JSONLoader
This notebook provides a quick overview for getting started with JSON document loader. For detailed documentation of all JSONLoader features and configurations head to the API reference.
- TODO: Add any other relevant links, like information about underlying API, etc.
Overview
Integration details
Class | Package | Local | Serializable | JS support |
---|---|---|---|---|
JSONLoader | langchain_community | ✅ | ❌ | ✅ |
Loader features
Source | Document Lazy Loading | Native Async Support |
---|---|---|
JSONLoader | ✅ | ❌ |
Setup
To access JSON document loader you'll need to install the langchain-community
integration package as well as the jq
python package.
Credentials
No credentials are required to use the JSONLoader
class.
If you want to get automated best in-class tracing of your model calls you can also set your LangSmith API key by uncommenting below:
# os.environ["LANGSMITH_API_KEY"] = getpass.getpass("Enter your LangSmith API key: ")

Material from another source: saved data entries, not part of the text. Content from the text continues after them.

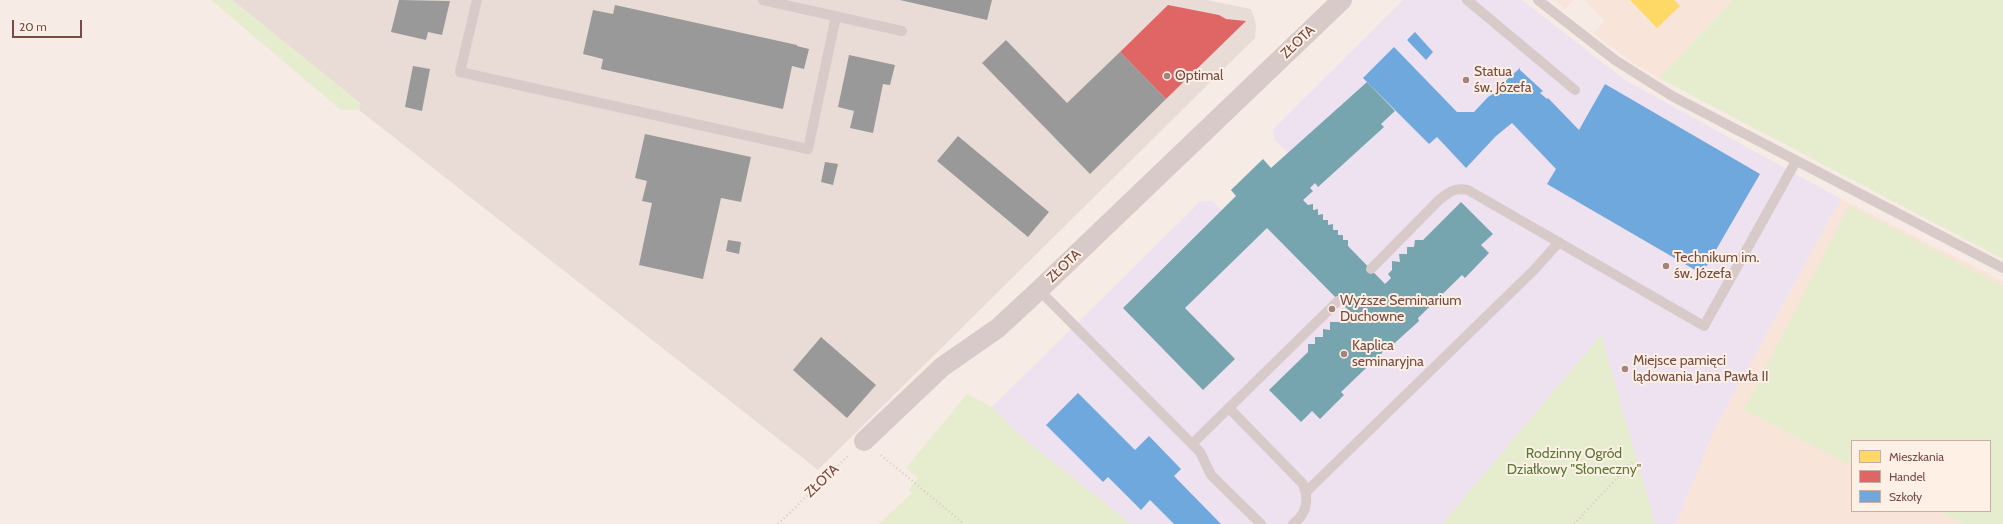 <!DOCTYPE html>
<meta charset="utf-8">
<style>
body{margin:0}
#map{position:relative;width:2003px;height:524px;overflow:hidden;background:#f6ece5;font-family:Cabin,sans-serif}
canvas{display:block}
.legend{position:absolute;left:1851px;top:440px;width:140px;height:72px;box-sizing:border-box;background:#fff0e5;border:1px solid #c8aea5;margin:0;padding:5px 7px;list-style:none;font-size:12px;color:#764c44}
.legend li{display:flex;align-items:center;gap:8px;height:20px}
.legend b{width:20px;border:1px solid #c8aea5}
.scale{position:absolute;left:12px;top:20px;width:70px;height:18px;box-sizing:border-box;border:2px solid #764c44;border-top:0;padding-left:5px;font-size:12px;line-height:14px;white-space:nowrap;color:#764c44;-webkit-text-stroke:3px #fff0e5;paint-order:stroke}
</style>
<div id="map">
<canvas width="2003" height="524"></canvas>
<ul class="legend">
<li><b style="height:11px;background:#ffd966"></b>Mieszkania</li>
<li><b style="height:11px;background:#e06666"></b>Handel</li>
<li><b style="height:11px;background:#6fa8dc"></b>Szkoły</li>
</ul>
<div class="scale">20 m</div>
</div>
<script>
const ctx = document.querySelector('canvas').getContext('2d');
ctx.lineJoin = 'round';
function fill(path, color) {
  ctx.fillStyle = color;
  ctx.fill(path, 'evenodd');
}
function trace(path, color, width, dash) {
  ctx.strokeStyle = color;
  ctx.lineWidth = width;
  ctx.lineCap = dash ? 'butt' : 'round';
  ctx.setLineDash(dash || []);
  ctx.stroke(path);
}
function label(font, color, halo, rows, align = 'center') {
  ctx.font = font + ' Cabin,sans-serif';
  ctx.lineWidth = 4;
  ctx.setLineDash([]);
  ctx.textBaseline = 'middle';
  ctx.strokeStyle = halo;
  ctx.fillStyle = color;
  for (const [text, x, y, turn = 0] of rows) {
    ctx.save();
    ctx.translate(x, y);
    ctx.rotate((+turn || 0) * Math.PI / 180);
    ctx.textAlign = isNaN(turn) ? turn : align;
    if (halo) ctx.strokeText(text, 0, 0);
    ctx.fillText(text, 0, 0);
    ctx.restore();
  }
}
fill(new Path2D(`
 M1554 0H1574L1565 9Z
 M1584 0H1733L1659 78 1636 65 1593 33 1605 21Z
 M1841 199 2003 281V524H1676L1716 426ZM1852 441H1990V511H1852Z`), '#f8e4d8');
fill(new Path2D(`
 M232 0H1207L1251 9 1256 24 1255 38 818 470 359 110 360 103Z`), '#e9dcd6');
fill(new Path2D(`
 M1403 0H1522L1625 80 1841 199 1716 426 1676 524H1655L1601 335 1442 524H1131L1018 434 992 407 1201 201H1212L1222 210 1236 196 1231 190 1263 159 1271 168 1288 153 1274 139 1273 129Z`), '#eee2f1');
fill(new Path2D(`
 M211 0H232L360 103 359 110H341Z
 M1733 0H2003V259L1659 78Z
 M1849 206 2003 286V524H1964L1939 511H1990V441H1852V466L1744 410Z
 M1601 335 1655 524H1442Z
 M967 394 992 407 1018 434 1131 524H879L912 493 908 490 918 478 906 468Z`), '#e6ecce');
fill(new Path2D(`
 M1630 0H1674L1680 6 1657 28Z`), '#ffd966');
fill(new Path2D(`
 M1168 5 1219 15 1226 19 1246 21 1166 99 1120 52Z`), '#e06666');
fill(new Path2D(`
 M1415 32 1433 52 1426 60 1407 40Z
 M1394 47 1457 112H1474L1488 97 1496 92V89L1498 92 1504 86 1502 84 1520 68V70L1543 91 1540 93 1547 99 1548 98 1579 130 1605 84 1760 174 1702 274 1547 184 1556 169 1512 123 1496 136 1466 168 1437 137 1429 144 1363 78Z
 M1078 393 1135 450 1149 436 1181 469 1174 476 1221 524H1174L1150 500 1141 510 1108 477 1103 482 1046 425Z`), '#6fa8dc');
fill(new Path2D(`
 M1367 82 1395 111 1381 124 1384 127 1318 187 1315 183 1310 188 1313 191 1303 200 1308 205 1313 204V210L1318 209V215L1323 214V220H1328V225L1333 224V230H1338V235H1343V240H1348V246L1385 284 1391 278 1388 274 1392 270V261L1400 262 1399 254H1407V247H1414L1415 240H1423L1461 202 1493 234 1481 245 1489 253 1465 278 1462 275 1418 318 1419 321 1387 350 1386 349 1341 392 1344 395 1320 419 1312 411 1301 422 1269 390 1308 352V344H1315V337H1323V329L1330 330V322H1339L1343 318 1347 322 1353 315 1267 228 1185 308 1235 359 1203 390 1123 308 1236 196 1231 190 1263 159 1271 168Z`), '#76a5af');
fill(new Path2D(`
 M399 0 450 1 442 35 428 32 426 40 391 32Z
 M900 0H992L987 20Z
 M615 5 797 45V46L809 49 804 69 792 66 783 109 601 69 603 59 583 54 593 10 613 14Z
 M1006 40 1067 103 1120 52 1166 99 1090 174 982 63Z
 M849 55 895 65 890 85 883 84 873 133 850 128 854 111 838 107Z
 M413 66 430 69 422 111 405 107Z
 M645 134 751 157 741 202 721 198 703 279 639 265 652 203 642 201 647 181 635 178Z
 M958 136 1049 212 1028 237 937 161Z
 M825 162 838 164 833 185 821 182Z
 M728 240 741 242 739 254 726 251Z
 M821 337 876 385 847 418 793 370Z`), '#999');
trace(new Path2D(`
 M881 455 964 524
 M778 524 848 456
 M1574 524 1632 462`), '#d8cbc8', 2.5, [1, 3]);
trace(new Path2D(`
 M477 0 460 72 808 149 836 16
 M763 0 902 31
 M1467 0 1575 90
 M1538 0 1615 60 1672 96 2003 268
 M1371 269 1439 200C1449 192 1455 187 1468 190L1704 326 1796 161
 M1039 290 1200 452 1211 475 1261 524
 M1229 408 1303 484C1309 499 1307 514 1293 524
 M1192 444 1338 301
 M1306 492 1533 271 1559 242`), '#d8cac8', 10);
trace(new Path2D(`
 M864 441 942 367 998 328 1039 290 1342 0`), '#d8cac8', 20);
for (const [x, y, r, color] of [
 [1167,76,4,"#a3847c"],
 [1466,80,4,"#a3847c"],
 [1666,266,4,"#a3847c"],
 [1332,309,4,"#a3847c"],
 [1344,354,4,"#a3847c"],
 [1625,369,4,"#a3847c"]
]) {
  const dot = new Path2D();
  dot.arc(x, y, r, 0, 2 * Math.PI);
  ctx.fillStyle = color;
  ctx.fill(dot);
  trace(dot, '#fff0e5', 1.5);
}
label('14px', '#764c44', '#fff0e5', [
 ["ZŁOTA",1298,42,-44],
 ["ZŁOTA",1064,266,-44],
 ["ZŁOTA",822,481,-44]
]);
label('14px', '#764c44', '#fff0e5', [
 ["Statua",1474,72],
 ["św. Józefa",1474,88],
 ["Optimal",1175,76],
 ["Technikum im.",1674,258],
 ["św. Józefa",1674,274],
 ["Wyższe Seminarium",1340,301],
 ["Duchowne",1340,317],
 ["Kaplica",1352,346],
 ["seminaryjna",1352,362],
 ["Miejsce pamięci",1633,361],
 ["lądowania Jana Pawła II",1633,377]
], 'left');
label('14px', '#577738', '#fff0e5', [
 ["Rodzinny Ogród",1574,454],
 ["Działkowy \"Słoneczny\"",1574,470]
]);
</script>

# os.environ["LANGSMITH_TRACING"] = "true"
Installation
Install langchain_community and jq:
%pip install -qU langchain_community jq
Initialization
Now we can instantiate our model object and load documents:
- TODO: Update model instantiation with relevant params.
from langchain_community.document_loaders import JSONLoader
loader = JSONLoader(
file_path="./example_data/facebook_chat.json",
jq_schema=".messages[].content",
text_content=False,
)
Load
docs = loader.load()
docs[0]
Document(metadata={'source': '/Users/isaachershenson/Documents/langchain/docs/docs/integrations/document_loaders/example_data/facebook_chat.json', 'seq_num': 1}, page_content='Bye!')
print(docs[0].metadata)
{'source': '/Users/isaachershenson/Documents/langchain/docs/docs/integrations/document_loaders/example_data/facebook_chat.json', 'seq_num': 1}
Lazy Load
pages = []
for doc in loader.lazy_load():
pages.append(doc)
if len(pages) >= 10:
# do some paged operation, e.g.
# index.upsert(pages)
pages = []
Read from JSON Lines file
If you want to load documents from a JSON Lines file, you pass json_lines=True
and specify jq_schema
to extract page_content
from a single JSON object.
loader = JSONLoader(
file_path="./example_data/facebook_chat_messages.jsonl",
jq_schema=".content",
text_content=False,
json_lines=True,
)
docs = loader.load()
print(docs[0])
page_content='Bye!' metadata={'source': '/Users/isaachershenson/Documents/langchain/docs/docs/integrations/document_loaders/example_data/facebook_chat_messages.jsonl', 'seq_num': 1}
Read specific content keys
Another option is to set jq_schema='.'
and provide a content_key
in order to only load specific content:
loader = JSONLoader(
file_path="./example_data/facebook_chat_messages.jsonl",
jq_schema=".",
content_key="sender_name",
json_lines=True,
)
docs = loader.load()
print(docs[0])
page_content='User 2' metadata={'source': '/Users/isaachershenson/Documents/langchain/docs/docs/integrations/document_loaders/example_data/facebook_chat_messages.jsonl', 'seq_num': 1}
JSON file with jq schema content_key
To load documents from a JSON file using the content_key
within the jq schema, set is_content_key_jq_parsable=True
. Ensure that content_key
is compatible and can be parsed using the jq schema.
loader = JSONLoader(
file_path="./example_data/facebook_chat.json",
jq_schema=".messages[]",
content_key=".content",
is_content_key_jq_parsable=True,
)
docs = loader.load()
print(docs[0])
page_content='Bye!' metadata={'source': '/Users/isaachershenson/Documents/langchain/docs/docs/integrations/document_loaders/example_data/facebook_chat.json', 'seq_num': 1}